You can’t stop the drool with force. You can’t stop that conditioned urge response with force. You have to allow it to be there.

The only way we make the drool go away, the only way we stop that conditioned response, is by not rewarding it with the alcohol. By not providing it with the dopamine rush that comes from drinking the alcohol. By not putting the alcohol in our brain. This will not be difficult if you will approach it this way. If you approach it from the stance that you’re going to allow the urge to be there and you’re not going to answer it. You’re going to allow the bell to be rang, you’re going to allow the drool to come and you’re just not going to answer it.

This process, being able to do this is a skill and I want you to listen to me very carefully. I mentioned this in the very first video but I’m going to remind you of it. You may tell yourself that you can’t do it, but the reason you can’t do it is because you don’t know how and you don’t know how because you haven’t practiced. I love the example of the unicycle. I use it all the time. You may say to me, “I can’t ride that unicycle. I can’t get on it. I don’t know how.” That’s very different than “I just simply can’t ever do it.” You see the difference?

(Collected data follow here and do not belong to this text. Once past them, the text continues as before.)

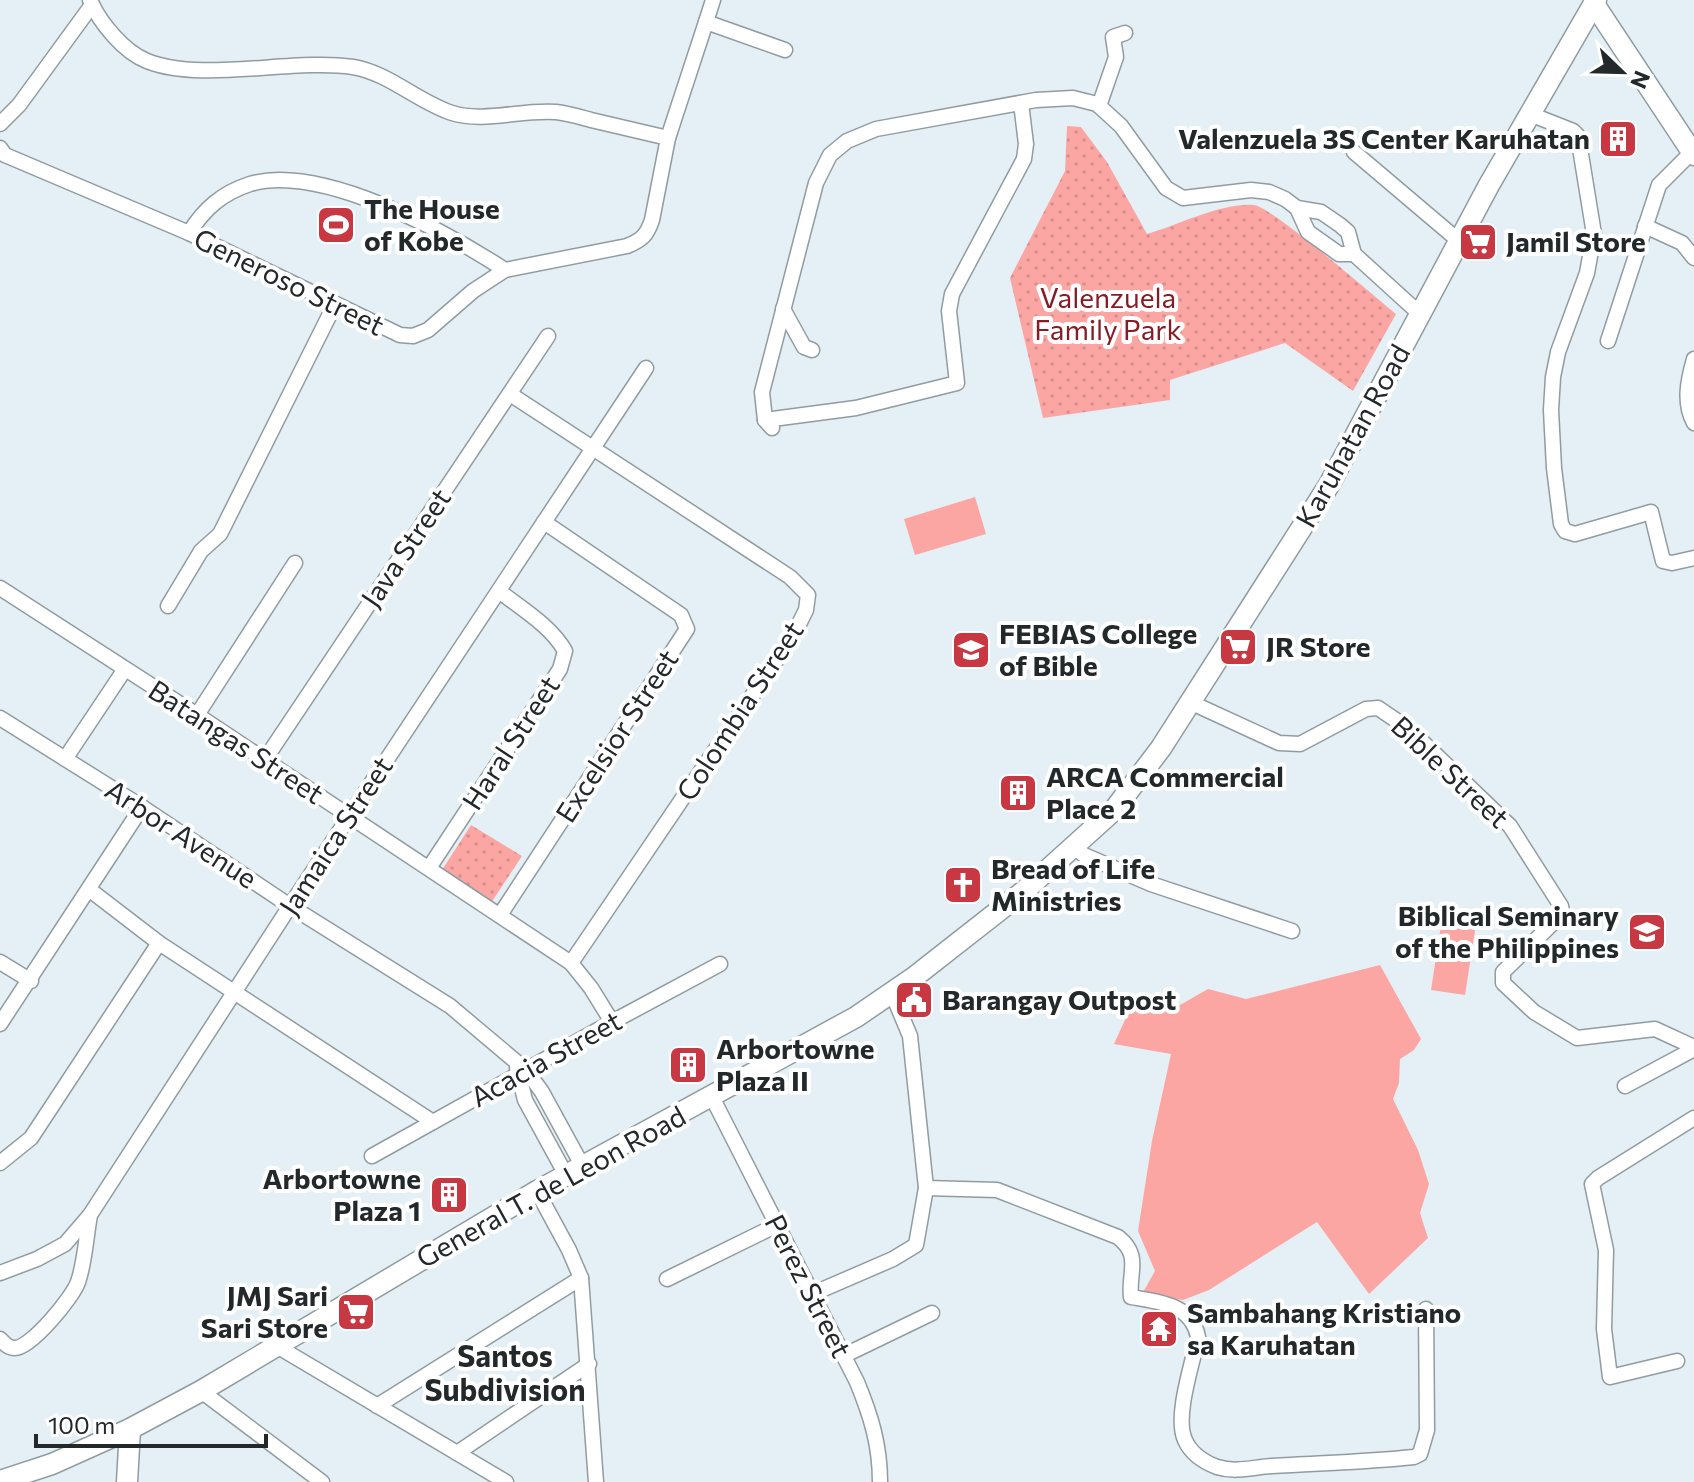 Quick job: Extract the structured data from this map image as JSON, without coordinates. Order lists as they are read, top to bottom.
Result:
{
  "streets": {
    "main road": ["Karuhatan Road", "General T. de Leon Road"],
    "street": [
      "Generoso Street",
      "Java Street",
      "Colombia Street",
      "Excelsior Street",
      "Batangas Street",
      "Haral Street",
      "Bible Street",
      "Arbor Avenue",
      "Jamaica Street",
      "Acacia Street",
      "Perez Street"
    ]
  },
  "crossings": [
    ["Karuhatan Road", "Bible Street"],
    ["Karuhatan Road", "General T. de Leon Road"],
    ["Java Street", "Colombia Street"],
    ["Java Street", "Batangas Street"],
    ["Colombia Street", "Batangas Street"],
    ["Colombia Street", "Jamaica Street"],
    ["Excelsior Street", "Batangas Street"],
    ["Excelsior Street", "Jamaica Street"],
    ["Batangas Street", "Haral Street"],
    ["Batangas Street", "Jamaica Street"],
    ["Batangas Street", "Acacia Street"],
    ["Haral Street", "Jamaica Street"],
    ["Arbor Avenue", "Jamaica Street"],
    ["Arbor Avenue", "Acacia Street"],
    ["Arbor Avenue", "General T. de Leon Road"],
    ["General T. de Leon Road", "Perez Street"]
  ],
  "districts": ["Santos Subdivision"],
  "parks": ["Valenzuela Family Park"],
  "places": {
    "building": [
      "Valenzuela 3S Center Karuhatan",
      "ARCA Commercial Place 2",
      "Arbortowne Plaza II",
      "Arbortowne Plaza 1"
    ],
    "sports": ["The House of Kobe"],
    "supermarket": ["Jamil Store", "JR Store", "JMJ Sari Sari Store"],
    "school or university": ["FEBIAS College of Bible", "Biblical Seminary of the Philippines"],
    "church": ["Bread of Life Ministries"],
    "public building": ["Barangay Outpost"],
    "temple": ["Sambahang Kristiano sa Karuhatan"]
  },
  "scale_bar": "100 m",
  "north": "bottom right"
}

If you’re having trouble not resisting the urge, you are conditioned to resist that urge and if you find yourself trying to resist it, it’s only because you haven’t learned how not to. If you find yourself reacting to that urge and constantly drinking every time you have an urge, it’s just because you haven’t learned how to allow it to be there. That is a skill you can learn. It’s not intolerable, it’s not awful and in fact when you learn how to allow an urge to be there, you’ll realize that, that desire, that urge is completely harmless. The only time it become a problem is when you give into it or you resist it. It is completely harmless.

There is a skill that you can learn that is only available to human beings, that’s only available with the use of your prefrontal cortex. Most of us don’t even know the skill. The skill is being able to watch yourself think. To be able to watch yourself feel and not react. Can you sit here and watch yourself think thoughts and not react? Can you watch yourself feel a feeling and not react? When you associate with your prefrontal cortex, when you go into the space where you are witnessing yourself think, witnessing yourself feel, there is tremendous relief in just doing that. Instead being in your body feeling like you’re being affected by this urge, it’s almost like you’re the witness watching yourself have an urge. You see what I mean? It’s almost like someone else that’s having that urge.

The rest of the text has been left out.